Fig. 1 shows a sequenced E. coli bacterial sample aligned to the reference genome E. coli BW2952.  A total of 6,346,413 reads (DNA fragments) from the E. coli sample was aligned to the reference strain with the Geneious Prime mapping algorithm.  The mean coverage = 204.3 reads, std. dev. = 22.6 reads and pairwise identity = 99.3%.  Note the uniform coverage across the entire reference genome.  Using tools like the Illumina Sequence Coverage Calculator, our own internal coverage calculators and extensive experience with bacterial sequencing projects, we usually recommend a minimum of 100X coverage.  This level of coverage often yields the uniform coverage seen in this example.

Also note the distinct gap around locus 4,100,000.  These are commonly seen in bacterial sequences and in most cases represent bacteriophage, prophage and plasmid insertions.  When sequence alignment is finished, there may be a significant number of unmapped reads, which often represent inserted phage and/or plasmid sequences.  We can Blast these unmapped reads against phage databases and plasmid databases for species identification.

Fig. 2

Drilling down somewhat around a particular locus shows individual sample reads mapped to the reference genome.  In Fig. 2 each 150 bp (basepair) read is shown in green.  The Geneious mapping algorithm computes and assigns a mapping quality metric for each sample read.

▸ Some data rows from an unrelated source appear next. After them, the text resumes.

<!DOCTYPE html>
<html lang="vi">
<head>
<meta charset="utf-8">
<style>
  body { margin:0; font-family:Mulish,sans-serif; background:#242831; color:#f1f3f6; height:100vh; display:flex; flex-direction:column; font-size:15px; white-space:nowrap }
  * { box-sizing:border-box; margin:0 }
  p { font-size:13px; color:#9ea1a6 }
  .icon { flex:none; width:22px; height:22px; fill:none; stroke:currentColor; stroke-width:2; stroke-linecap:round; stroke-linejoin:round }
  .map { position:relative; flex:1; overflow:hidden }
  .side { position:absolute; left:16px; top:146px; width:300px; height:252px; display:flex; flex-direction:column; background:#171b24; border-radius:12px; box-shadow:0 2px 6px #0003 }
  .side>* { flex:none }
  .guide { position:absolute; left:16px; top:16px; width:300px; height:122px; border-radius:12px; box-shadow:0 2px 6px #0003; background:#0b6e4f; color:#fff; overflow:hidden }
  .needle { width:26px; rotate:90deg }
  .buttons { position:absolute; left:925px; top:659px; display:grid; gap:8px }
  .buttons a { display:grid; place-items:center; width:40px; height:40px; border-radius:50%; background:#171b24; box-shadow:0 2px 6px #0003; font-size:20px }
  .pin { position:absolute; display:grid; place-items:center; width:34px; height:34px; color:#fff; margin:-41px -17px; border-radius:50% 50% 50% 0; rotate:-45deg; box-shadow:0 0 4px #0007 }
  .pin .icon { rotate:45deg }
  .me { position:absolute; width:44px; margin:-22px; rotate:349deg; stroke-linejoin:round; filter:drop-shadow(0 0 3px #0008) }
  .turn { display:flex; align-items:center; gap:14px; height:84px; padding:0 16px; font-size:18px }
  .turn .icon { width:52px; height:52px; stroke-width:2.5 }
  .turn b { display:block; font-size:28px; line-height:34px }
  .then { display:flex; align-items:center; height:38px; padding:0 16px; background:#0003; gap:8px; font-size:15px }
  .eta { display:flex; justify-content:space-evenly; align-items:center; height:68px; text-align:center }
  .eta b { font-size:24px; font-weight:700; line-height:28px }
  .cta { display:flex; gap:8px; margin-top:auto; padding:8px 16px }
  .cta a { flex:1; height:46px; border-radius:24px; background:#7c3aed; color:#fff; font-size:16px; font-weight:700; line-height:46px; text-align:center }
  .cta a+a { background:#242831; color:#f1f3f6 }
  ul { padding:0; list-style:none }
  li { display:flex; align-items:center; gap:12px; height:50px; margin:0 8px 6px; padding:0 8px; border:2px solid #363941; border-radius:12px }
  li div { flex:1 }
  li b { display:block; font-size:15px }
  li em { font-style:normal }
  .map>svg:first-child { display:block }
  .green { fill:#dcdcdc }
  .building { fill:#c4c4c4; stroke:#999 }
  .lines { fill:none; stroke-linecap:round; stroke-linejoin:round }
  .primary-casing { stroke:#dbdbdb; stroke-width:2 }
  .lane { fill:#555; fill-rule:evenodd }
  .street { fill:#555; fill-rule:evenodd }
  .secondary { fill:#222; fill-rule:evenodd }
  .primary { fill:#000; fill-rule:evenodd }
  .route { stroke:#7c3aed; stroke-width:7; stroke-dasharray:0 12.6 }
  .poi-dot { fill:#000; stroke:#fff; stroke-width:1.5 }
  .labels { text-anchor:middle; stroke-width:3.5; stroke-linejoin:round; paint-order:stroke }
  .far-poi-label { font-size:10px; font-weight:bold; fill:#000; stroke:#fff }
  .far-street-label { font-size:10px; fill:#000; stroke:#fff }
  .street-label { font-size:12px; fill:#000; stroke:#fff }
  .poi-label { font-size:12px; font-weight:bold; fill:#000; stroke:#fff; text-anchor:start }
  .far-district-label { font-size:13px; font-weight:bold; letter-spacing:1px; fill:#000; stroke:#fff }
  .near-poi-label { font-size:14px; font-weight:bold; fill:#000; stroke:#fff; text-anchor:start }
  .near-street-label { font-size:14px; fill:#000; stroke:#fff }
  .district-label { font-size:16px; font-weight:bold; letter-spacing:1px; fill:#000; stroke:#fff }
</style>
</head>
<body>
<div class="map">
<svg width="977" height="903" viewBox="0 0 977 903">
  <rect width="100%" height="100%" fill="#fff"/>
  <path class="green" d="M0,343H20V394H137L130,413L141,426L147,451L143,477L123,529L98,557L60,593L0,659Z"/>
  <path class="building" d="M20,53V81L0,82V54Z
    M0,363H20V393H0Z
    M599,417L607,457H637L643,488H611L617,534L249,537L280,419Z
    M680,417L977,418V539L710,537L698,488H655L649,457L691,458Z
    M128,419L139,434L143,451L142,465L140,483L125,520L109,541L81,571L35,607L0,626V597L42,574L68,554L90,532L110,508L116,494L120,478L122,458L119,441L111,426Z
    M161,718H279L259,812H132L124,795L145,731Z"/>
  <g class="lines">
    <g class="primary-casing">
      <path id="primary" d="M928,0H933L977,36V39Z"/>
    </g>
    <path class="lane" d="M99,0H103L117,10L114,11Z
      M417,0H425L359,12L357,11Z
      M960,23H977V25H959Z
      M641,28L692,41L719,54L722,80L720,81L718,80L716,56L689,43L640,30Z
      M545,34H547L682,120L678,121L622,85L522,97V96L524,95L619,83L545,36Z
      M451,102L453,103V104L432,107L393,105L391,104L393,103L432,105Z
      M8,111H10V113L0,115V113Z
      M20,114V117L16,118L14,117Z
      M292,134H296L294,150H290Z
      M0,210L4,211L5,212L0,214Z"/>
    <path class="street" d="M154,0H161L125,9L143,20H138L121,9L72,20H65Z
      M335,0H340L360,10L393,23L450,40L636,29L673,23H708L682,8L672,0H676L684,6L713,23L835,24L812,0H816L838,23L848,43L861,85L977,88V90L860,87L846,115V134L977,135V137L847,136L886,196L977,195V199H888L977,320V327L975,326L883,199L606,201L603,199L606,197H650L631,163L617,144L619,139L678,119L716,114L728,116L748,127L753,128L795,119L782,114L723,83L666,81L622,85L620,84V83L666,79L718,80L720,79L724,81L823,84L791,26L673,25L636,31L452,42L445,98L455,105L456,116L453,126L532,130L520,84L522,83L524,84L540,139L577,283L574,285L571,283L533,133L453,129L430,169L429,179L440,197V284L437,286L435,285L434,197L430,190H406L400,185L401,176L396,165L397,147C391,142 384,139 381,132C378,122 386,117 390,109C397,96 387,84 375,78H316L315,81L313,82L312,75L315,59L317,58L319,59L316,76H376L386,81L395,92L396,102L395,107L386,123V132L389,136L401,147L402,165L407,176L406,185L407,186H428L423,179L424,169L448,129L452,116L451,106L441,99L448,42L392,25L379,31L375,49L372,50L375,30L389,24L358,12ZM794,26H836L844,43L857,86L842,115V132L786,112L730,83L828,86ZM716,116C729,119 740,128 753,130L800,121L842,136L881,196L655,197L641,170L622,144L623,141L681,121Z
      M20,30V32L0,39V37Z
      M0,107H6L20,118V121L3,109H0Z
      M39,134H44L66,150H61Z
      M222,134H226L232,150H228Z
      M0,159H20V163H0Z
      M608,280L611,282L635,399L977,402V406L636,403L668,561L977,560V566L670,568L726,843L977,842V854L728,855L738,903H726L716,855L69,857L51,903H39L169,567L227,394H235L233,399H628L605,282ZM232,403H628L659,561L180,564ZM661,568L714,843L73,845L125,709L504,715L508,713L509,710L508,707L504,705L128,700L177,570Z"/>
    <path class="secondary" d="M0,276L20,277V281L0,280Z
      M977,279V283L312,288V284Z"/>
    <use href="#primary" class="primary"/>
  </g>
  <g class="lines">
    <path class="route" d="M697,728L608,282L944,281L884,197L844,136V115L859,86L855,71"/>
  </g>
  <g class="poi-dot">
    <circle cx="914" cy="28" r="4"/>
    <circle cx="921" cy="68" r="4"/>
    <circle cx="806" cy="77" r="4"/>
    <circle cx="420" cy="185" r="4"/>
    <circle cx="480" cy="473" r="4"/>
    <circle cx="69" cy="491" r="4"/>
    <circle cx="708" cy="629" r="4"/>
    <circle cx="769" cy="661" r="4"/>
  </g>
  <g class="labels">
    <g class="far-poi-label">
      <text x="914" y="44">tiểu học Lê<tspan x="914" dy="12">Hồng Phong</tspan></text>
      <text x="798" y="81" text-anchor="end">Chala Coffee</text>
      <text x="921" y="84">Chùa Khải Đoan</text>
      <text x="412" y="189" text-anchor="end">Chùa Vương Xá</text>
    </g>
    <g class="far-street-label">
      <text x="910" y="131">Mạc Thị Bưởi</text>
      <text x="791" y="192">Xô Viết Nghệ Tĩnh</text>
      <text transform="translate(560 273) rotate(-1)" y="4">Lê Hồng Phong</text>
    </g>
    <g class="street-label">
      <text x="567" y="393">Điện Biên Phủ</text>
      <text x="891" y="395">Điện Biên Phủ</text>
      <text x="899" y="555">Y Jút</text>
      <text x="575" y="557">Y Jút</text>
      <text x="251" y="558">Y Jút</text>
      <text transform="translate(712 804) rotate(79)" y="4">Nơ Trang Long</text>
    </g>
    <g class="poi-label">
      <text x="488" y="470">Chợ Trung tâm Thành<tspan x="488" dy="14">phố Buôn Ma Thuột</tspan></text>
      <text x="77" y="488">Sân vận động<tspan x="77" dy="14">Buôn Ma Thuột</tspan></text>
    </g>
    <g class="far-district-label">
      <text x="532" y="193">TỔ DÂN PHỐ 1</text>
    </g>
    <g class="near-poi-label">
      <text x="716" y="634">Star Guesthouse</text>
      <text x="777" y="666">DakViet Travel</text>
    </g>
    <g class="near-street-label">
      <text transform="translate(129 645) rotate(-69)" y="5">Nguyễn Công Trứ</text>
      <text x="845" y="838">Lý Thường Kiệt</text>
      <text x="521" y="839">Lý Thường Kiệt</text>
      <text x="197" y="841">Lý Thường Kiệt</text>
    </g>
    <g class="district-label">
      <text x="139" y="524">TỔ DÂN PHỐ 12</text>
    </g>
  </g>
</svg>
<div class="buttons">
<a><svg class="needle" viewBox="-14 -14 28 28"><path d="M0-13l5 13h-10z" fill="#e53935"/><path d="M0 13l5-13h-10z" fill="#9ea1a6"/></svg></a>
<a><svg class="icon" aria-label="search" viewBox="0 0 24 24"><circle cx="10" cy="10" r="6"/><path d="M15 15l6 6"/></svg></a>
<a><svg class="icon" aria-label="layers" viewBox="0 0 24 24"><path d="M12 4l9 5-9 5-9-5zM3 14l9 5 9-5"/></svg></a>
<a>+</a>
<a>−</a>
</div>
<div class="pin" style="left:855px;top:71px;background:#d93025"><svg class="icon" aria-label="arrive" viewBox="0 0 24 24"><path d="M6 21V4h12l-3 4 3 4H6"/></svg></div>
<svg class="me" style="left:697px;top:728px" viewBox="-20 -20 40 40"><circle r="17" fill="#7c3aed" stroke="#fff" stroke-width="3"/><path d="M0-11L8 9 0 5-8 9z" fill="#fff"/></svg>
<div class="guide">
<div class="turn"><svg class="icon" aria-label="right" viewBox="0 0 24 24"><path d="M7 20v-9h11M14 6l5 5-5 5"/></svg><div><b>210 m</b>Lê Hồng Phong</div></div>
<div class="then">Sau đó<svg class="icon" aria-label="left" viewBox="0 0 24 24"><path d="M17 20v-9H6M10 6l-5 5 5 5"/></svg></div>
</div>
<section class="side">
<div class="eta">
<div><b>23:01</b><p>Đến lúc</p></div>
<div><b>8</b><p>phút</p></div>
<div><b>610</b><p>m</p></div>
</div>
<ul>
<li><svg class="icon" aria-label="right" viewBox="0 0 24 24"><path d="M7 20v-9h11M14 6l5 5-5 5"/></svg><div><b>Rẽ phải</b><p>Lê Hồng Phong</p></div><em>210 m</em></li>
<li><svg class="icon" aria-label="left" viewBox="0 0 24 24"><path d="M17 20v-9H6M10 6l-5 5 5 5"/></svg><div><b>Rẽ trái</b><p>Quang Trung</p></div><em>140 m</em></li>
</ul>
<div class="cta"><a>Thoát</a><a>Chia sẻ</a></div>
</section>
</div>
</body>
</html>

Green is good.  It indicates that basecall Phred quality scores are high and that we have high confidence that reads are mapped to the correct location and orientation relative to the reference genome.  The CDS (coding sequence) name or gene name is shown in yellow, i.e. CRISPR-associated helicase/endonuclease Cas3.

Fig. 3

Drilling down further we can identify individual nucleotides in both the sample reads and reference genome, as shown in Fig. 3.  The left-hand column shows each sample read ID and whether it is a forward-read or reverse-read; this particular run used 2 x 150 bp paired-end reads, which generally improves the quality of DNA-based sequence alignments.  The nucleotide sequence for each sample read is shown in green.  The reference genome sequence nucleotides are shown color-coded near the top (A = maroon; C = purple; G = yellow; T = green).  In this region of the sample and reference there is essentially identical concordance between the nucleotide basepairs.  There are three specific nucleotides highlighted in grey in three different reads.  These are most likely sequencing errors.  The alignment algorithm did not identify these as genuine mutations as there were no additional reads with the same base change.

Fig. 4

As shown in Fig. 4, moving to another region of interest in the reference genome, we see a mutation identified at reference genome locus 2,727,844.  In this case all sample reads contain nucleotide Thymine (T) whereas the reference sequence contains nucleotide Guanine (G).  The mapping algorithm called a SNP transversion of G -> T at this locus with coverage of 217 reads. Although the Geneious Variant Call Report is not included here, it did show a codon change of CGC -> CGA with no corresponding change in protein amino acid sequence and no change in protein effect.  The Geneious mapping algorithm will identify mutated alleles in both coding and non-coding regions of sequenced samples.

Fig. 5

Geneious will identify single- or multi-nucleotide insertions.  Fig. 5 shows a dinucleotide insertion of TC (Thymine-Cytosine) just before reference genome locus 3,985,136.

Fig. 6

Geneious will also identify single- or multi-nucleotide deletions.  Fig. 6 shows a multi-nucleotide deletion between reference genome loci 3,925,183 – 3,925,191.

Fig. 7

Fig. 7 shows how Geneious can identify repeat sequences.  In this example a repeat sequence of 763 bp (not shown in its entirety) is located between reference genome loci 2,761,535 – 2,762,297.  Repeat sequences can be difficult to map in short-read instruments and can inhibit other bioinformatics analyses such as de novo assembly.